Il se dessine donc une hiérarchie entre les réseaux d’approvisionnement en fonction de la proximité des consommateurs avec la structure. Ainsi si l’auto-production est considérée comme le moyen le plus apte à produire des aliments de qualité, elle est facilement relayée par les professionnels lorsqu’elle n’a plus lieu. Les structures les plus proches des consommateurs, celles avec lesquelles ces derniers ont le plus d’affinité (les coopératives laitières, les producteurs fermiers commercialisant leurs produits sur le marché forain ou par d’autres moyens, les points de vente associatifs) bénéficient d’une reconnaissance tacite de la part des consommateurs, surtout lorsque ces derniers ne produisent plus ces aliments. A l’inverse, les structures plus anonymes ne peuvent commercialiser des productions à forte charge symbolique et affective. En pénétrant les linéaires des grandes surfaces, les productions perdent de leur identité.

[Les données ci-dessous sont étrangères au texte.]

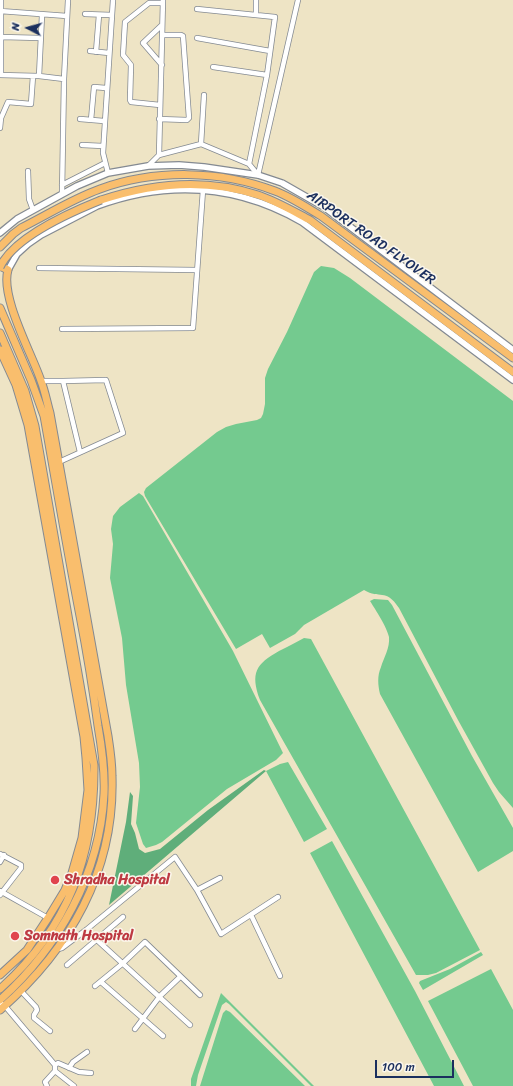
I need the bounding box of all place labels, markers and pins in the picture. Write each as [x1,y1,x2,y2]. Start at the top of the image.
place label: Shradha Hospital [64,872,170,888]
marker: Shradha Hospital [49,874,61,886]
place label: Somnath Hospital [24,928,133,944]
marker: Somnath Hospital [9,930,21,942]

Les productions locales sont donc prioritairement acquises auprès des circuits courts : plus le circuit est court, plus le produit est apprécié. Ces réseaux informels réintroduisent de l’incertitude, de la variation, de la complexité dans l’achat (le prix final, la quantité obtenue ou la qualité du produit - pourquoi cette volaille est-elle déclassée ? - sont souvent inconnus au moment de l’acquisition) et s’opposent alors à l’uniformité, la limpidité et la rationalité des réseaux classiques. Ils sont avant tout fondés sur le relationnel, la confiance entre partenaires et l’engagement des consommateurs. Contrairement aux réseaux d’approvisionnement classiques, ils mobilisent fortement l’affectif, ce qui contribue à donner de l’importance aux produits qui y sont acquis. Par ailleurs, ces derniers sont souvent irréguliers, variables et parfois non finis, ce qui les différencient des produits de l’industrie agroalimentaire de masse normés, stabilisés et « prêts-à-consommer ».

Notes
261.

Marcel Mauss, 1973 (1950), p.143-279.